Nel corteo, pure le Rappresentanze di Base degli auto-ferro-tranvieri di Torino, che parlano di «fine della solidarietà tra le generazioni». Il responsabile provinciale, Leonardo Loggi, crede che nel mondo del lavoro oggi non si pensi più né al futuro dei giovani né al meritato riposo di chi è in età da pensione. A Torino, continua, «si respira un’aria pesante di deindustrializzazione e delocalizzazione». Parole piene di zeta e di rischio di povertà.

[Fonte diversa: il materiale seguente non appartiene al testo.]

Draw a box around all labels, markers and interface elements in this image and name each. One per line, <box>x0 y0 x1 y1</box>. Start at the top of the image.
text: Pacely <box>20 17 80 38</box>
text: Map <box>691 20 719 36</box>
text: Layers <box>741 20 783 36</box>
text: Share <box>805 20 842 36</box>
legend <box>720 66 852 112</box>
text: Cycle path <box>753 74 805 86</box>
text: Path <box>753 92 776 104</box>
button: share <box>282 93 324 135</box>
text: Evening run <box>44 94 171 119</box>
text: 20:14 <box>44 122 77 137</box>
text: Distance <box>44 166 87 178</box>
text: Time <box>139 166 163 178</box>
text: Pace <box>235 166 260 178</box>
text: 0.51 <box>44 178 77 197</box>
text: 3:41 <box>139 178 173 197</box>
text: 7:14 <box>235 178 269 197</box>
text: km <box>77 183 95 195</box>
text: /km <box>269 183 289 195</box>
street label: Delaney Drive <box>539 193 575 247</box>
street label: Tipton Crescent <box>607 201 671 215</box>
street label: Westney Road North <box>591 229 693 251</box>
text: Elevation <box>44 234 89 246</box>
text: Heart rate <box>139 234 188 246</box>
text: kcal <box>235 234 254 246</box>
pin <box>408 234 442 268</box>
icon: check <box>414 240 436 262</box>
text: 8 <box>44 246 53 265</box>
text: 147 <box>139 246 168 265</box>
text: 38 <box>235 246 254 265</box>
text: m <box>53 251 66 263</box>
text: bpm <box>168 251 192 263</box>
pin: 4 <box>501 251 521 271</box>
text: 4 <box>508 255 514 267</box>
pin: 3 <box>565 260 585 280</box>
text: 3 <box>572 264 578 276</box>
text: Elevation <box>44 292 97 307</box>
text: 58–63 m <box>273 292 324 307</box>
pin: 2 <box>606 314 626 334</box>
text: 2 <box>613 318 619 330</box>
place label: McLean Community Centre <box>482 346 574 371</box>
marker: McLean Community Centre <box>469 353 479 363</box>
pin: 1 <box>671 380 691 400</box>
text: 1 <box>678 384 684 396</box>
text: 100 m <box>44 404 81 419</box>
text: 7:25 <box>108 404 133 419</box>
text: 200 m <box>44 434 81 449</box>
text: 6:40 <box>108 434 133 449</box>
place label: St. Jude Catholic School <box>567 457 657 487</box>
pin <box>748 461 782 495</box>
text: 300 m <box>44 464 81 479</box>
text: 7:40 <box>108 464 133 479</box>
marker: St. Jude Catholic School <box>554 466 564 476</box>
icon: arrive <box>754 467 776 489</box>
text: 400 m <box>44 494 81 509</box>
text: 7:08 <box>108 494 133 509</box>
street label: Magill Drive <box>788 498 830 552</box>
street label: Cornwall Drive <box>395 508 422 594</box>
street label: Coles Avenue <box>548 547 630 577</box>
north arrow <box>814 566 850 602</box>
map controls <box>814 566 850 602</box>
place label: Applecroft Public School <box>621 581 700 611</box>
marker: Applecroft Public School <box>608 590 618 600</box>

Il mondo del lavoro è ormai a un bivio e la strada della mercificazione delle persone sembra essere irrimediabilmente imboccata. Ma forse qualcosa si può ancora fare contro questo sfascio. Molti ci hanno provato concretamente questa mattina con il “surfing shop”. Un’idea sperimentata già altre volte che consiste nel provare a riprendersi ciò che ci è negato. A cominciare dal cibo: un gruppo di manifestanti è entrato in alcuni supermercati ed ha fatto una spesa un po’ anomala. Niente scontrini, niente soldi, e poi fuori a ridistribuire i prodotti a chi fatica a comprarseli. Un’iniziativa di facile strumentalizzazione, com’è ovvio, ma gli organizzatori parlano chiaro: il “surfing shop” vuole dare un segnale, è una fase di conflitto ma ha una sua progettualità. L’obiettivo è arrivare a costituire gruppi di consumatori che possano avere un reale potere contrattuale con i distributori. Ovvero, accorciare le distanze tra produttore e consumatore, rompere i meccanismi che hanno fatto salire i prezzi alle stelle, riuscire a determinare delle trattative. E far sentire alle persone che non sono sole, che non sono le uniche a non arrivare a fine mese, che non è colpa loro se tutto sta andando a rotoli.